Some places the situation could be untenable for you, either because you just
can't handle it, or because there are real outcomes that are pretty negative
for you (such as the guy who posted recently that his boss refused to meet
with him).

Other times maybe it is time to realize that not everything is easily measured
metrics or technical skill and so forth.

I've worked with a lot of younger guys fresh out of school and their approach
is very academic where they really enjoyed the feedback / praise / clear
pecking order of things like grades. Very good grades always rewarded them and
they were told exactly how to get them. Then they entered the world where
things were far less clear. Some really struggled when they felt like they
were passed over for someone they thought were of lesser skills than them.

Sometimes they were right that the other person wasn't very good at their job,
other times they simply didn't appreciate the other aspects that went into
that job that aren't easily measured and the fact that the other guy's code or
work that wasn't as academically "better" really wasn't part of the
equation... as much as they wanted someone who could talk to customers, or get
along with coworkers, or something like that.
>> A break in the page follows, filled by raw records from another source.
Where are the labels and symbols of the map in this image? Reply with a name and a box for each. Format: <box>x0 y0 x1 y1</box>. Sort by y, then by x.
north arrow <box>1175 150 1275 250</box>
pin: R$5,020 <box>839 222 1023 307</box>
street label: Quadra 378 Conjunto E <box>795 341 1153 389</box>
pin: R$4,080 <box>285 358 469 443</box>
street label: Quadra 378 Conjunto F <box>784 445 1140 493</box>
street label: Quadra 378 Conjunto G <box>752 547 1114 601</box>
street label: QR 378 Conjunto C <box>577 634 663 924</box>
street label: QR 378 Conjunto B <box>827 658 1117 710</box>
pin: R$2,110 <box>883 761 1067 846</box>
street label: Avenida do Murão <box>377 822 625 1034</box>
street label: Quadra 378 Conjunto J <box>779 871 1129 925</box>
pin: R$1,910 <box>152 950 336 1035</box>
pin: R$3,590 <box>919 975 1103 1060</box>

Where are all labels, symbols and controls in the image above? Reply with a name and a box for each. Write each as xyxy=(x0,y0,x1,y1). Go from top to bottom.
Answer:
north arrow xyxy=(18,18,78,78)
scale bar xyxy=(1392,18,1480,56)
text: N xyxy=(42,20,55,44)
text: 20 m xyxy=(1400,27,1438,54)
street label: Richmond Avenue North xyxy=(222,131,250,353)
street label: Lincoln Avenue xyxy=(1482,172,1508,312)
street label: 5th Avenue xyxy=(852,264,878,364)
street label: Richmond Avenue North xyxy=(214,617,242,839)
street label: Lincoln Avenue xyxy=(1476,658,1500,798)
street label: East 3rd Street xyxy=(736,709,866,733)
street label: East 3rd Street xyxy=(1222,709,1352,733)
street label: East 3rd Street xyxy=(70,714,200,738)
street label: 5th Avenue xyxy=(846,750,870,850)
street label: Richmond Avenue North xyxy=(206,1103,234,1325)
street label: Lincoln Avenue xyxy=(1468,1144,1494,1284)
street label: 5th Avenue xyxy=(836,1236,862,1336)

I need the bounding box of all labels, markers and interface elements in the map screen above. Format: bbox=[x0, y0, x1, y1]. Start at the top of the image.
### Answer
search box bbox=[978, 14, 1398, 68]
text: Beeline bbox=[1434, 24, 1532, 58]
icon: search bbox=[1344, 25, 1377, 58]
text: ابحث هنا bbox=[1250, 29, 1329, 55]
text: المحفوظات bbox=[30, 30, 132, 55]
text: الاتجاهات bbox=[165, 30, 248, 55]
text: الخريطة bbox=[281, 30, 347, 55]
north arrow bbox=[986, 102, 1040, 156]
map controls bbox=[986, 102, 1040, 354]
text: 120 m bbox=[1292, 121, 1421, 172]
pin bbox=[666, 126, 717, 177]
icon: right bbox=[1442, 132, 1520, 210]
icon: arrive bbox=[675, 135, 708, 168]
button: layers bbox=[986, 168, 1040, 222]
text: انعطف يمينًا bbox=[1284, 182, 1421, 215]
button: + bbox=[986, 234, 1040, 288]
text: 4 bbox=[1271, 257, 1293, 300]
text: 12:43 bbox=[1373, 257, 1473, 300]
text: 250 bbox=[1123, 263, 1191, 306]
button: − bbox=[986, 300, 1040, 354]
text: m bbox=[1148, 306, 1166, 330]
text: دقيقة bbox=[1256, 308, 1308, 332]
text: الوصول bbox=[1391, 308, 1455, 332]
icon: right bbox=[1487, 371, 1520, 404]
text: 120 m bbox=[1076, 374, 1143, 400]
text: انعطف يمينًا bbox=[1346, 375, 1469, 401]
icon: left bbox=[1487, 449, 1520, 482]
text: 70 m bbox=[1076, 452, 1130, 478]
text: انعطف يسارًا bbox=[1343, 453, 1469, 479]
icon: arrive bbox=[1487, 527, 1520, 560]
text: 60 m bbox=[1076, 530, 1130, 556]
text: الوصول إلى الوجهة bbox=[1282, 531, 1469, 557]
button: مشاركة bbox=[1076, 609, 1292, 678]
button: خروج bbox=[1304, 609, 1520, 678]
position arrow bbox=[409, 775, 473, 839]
In short, it depends on your situation.

------
franze
The best book for this question is: "Seeing Systems"
[https://www.amazon.com/Seeing-Systems-Unlocking-Mysteries-
Or...](https://www.amazon.com/Seeing-Systems-Unlocking-Mysteries-
Organizational/dp/1576754553)

It give insights a) on why this happens and b) what scope for action you have
(a lot).

ad b) i recommend two sided strategy> continue to do your best work while not
caring about it. - and - start "beening open for new oportunities" side
project job hunting & networking. it might cost some energy, but either the
situation in your job improves and you can keep your job, and if not, you have
a head start when your job hunting gets serious.

------
stuxnet79
You have barely given context to your question so it's hard for me to give you
the benefit of the doubt. Playing devil's advocate, how exactly do you know
they are incompetent? There's more to success and bringing value to an
organization than hard technical skills.

In a typical business environment there are usually multiple stakeholders who
attack a given problem from different (often times opposing) angles. This
doesn't automatically make one side more correct _or_ more competent than the
other.

------
netjiro
Life ain't fair, and it's certainly not a meritocracy.

When you rise to power you can take better care to promote the right people.
But according to what "right"? This is not a one dimensional problem.

Then we have the issue of 70% of the population thinking they are of above
average competence.

...

That said, if it's a significant issue at your current work place I suggest
you start looking for a new, better, place. And highlight the issue. People
will get angry, and you might loose your job.

------
PaulHoule
First thing to do is stop talking about "meritocracy"; the cream does rise to
the top to some extent, but the awful truth is that the best jobs are more
rare than the best talent.

------
runawaybottle
This is part of being a professional. You have to learn to deal with it, as it
will happen wherever you go. You cannot just pick up and leave every time this
happens.

------
bsg75
Start by asking a fully formed question on HN.